Suppose you run on the x86 and you don't like its default FPU settings. For example, you want your programs to dump core when they divide by zero or compute a NaN, having noticed that on average, these events aren't artifacts of clever numerical algorithm design, but rather indications that somebody has been using uninitialized memory. It's not necessarily a good idea for production code, but for debugging, you can tweak the x86 FPU thusly:

//this is a Linux header using GNU inline asm
#include <fpu_control.h>
void fpu_setup() {
  unsigned short cw;
  _FPU_GETCW(cw);
  cw &= ~_FPU_MASK_ZM; //Divide by zero
  cw &= ~_FPU_MASK_IM; //Invalid operation
  _FPU_SETCW(cw);
}

So you call this function somewhere during your program's initialization sequence, and sure enough, computations producing NaN after the call to fpu_setup result in core dumps. Then one day someone computes a NaN before the call to fpu_setup, and you get a core dump the first time you try to use the FPU after that point. Because that's how x86 maintains its "illegal operation" flags and that's how it uses them to signal exceptions.
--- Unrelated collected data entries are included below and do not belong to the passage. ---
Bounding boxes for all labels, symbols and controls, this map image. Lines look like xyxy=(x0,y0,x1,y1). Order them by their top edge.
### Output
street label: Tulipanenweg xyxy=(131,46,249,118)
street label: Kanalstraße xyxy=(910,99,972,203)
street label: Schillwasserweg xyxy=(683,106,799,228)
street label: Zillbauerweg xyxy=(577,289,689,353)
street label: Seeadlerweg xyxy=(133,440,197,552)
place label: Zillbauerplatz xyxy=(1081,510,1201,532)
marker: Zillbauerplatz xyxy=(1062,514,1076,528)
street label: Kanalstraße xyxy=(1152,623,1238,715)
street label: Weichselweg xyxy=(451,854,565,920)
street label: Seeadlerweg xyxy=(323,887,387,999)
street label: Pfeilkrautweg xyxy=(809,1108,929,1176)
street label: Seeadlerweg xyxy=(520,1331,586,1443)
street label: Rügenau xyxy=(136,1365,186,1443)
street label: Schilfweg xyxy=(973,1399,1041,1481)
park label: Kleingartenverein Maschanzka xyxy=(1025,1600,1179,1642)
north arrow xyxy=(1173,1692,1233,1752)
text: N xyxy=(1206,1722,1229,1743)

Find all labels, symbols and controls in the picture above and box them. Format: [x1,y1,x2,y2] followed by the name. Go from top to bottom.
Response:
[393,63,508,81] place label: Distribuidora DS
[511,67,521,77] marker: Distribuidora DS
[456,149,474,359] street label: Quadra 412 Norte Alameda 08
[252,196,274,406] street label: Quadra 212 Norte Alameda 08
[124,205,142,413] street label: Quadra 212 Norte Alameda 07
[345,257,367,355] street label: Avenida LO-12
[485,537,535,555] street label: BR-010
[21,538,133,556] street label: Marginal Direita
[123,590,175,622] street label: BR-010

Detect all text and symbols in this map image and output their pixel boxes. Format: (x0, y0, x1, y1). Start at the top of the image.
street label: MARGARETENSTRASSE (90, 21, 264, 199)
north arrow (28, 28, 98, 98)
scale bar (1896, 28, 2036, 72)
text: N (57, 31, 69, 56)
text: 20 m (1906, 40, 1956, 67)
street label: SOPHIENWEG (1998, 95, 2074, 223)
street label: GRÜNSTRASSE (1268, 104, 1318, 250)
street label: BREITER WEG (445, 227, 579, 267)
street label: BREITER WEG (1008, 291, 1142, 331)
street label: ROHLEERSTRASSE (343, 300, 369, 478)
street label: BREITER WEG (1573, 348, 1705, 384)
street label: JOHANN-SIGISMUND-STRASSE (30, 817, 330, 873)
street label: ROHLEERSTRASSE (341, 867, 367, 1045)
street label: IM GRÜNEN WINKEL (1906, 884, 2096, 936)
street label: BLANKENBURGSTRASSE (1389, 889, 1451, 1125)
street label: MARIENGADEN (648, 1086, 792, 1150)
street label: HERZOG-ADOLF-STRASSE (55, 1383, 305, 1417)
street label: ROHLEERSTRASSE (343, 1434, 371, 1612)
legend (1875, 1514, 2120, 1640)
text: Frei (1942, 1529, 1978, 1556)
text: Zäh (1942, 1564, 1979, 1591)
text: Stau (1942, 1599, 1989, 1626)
The call stack you got is pretty worthless as you're after the context that computed the NaN, not the context that got the exception because it happened to be the first one to use the FPU after the call to fpu_setup. So you move the call to fpu_setup to the beginning of main(), but help it does not. That's because the offending computation happens before main, somewhere in the global object construction sequence. The order of execution of the global object constructors is undefined by the C++ standard. So if you kindly excuse my phrasing – where should we shove the call to fpu_setup?

If you have enough confidence in your understanding of the things going on (as opposed to entering hair-pulling mode), what you start looking for is the REAL entry point. C++ is free to suck and execute parts of your program in "undefined" (random) order, but a computer still executes instructions in a defined order, and whatever that order is, some instructions ought to come first. Since main() isn't the real entry point in the sense that stuff happens before main, there ought to be another function which does come first.

One thing that could work is to add a global object to each C++ translation unit, and have its constructor call fpu_setup(); one of those calls ought to come before the offending global constructor – assuming that global objects defined in the same translation unit will be constructed one after another (AFAIK in practice they will, although in theory the implementation could, for example, order the constructor calls by the object name, so they wouldn't). However, this can get gnarly for systems with non-trivial build process and/or decomposition into shared libraries. Another problem is that compilers will "optimize away" (throw away together with the side effects, actually) calls to constructors of global objects which aren't "used" (mentioned by name). You can work around that by generating code "using" all the dummy objects from all the translation units and calling that "using" code from, say, main. Good luck with that.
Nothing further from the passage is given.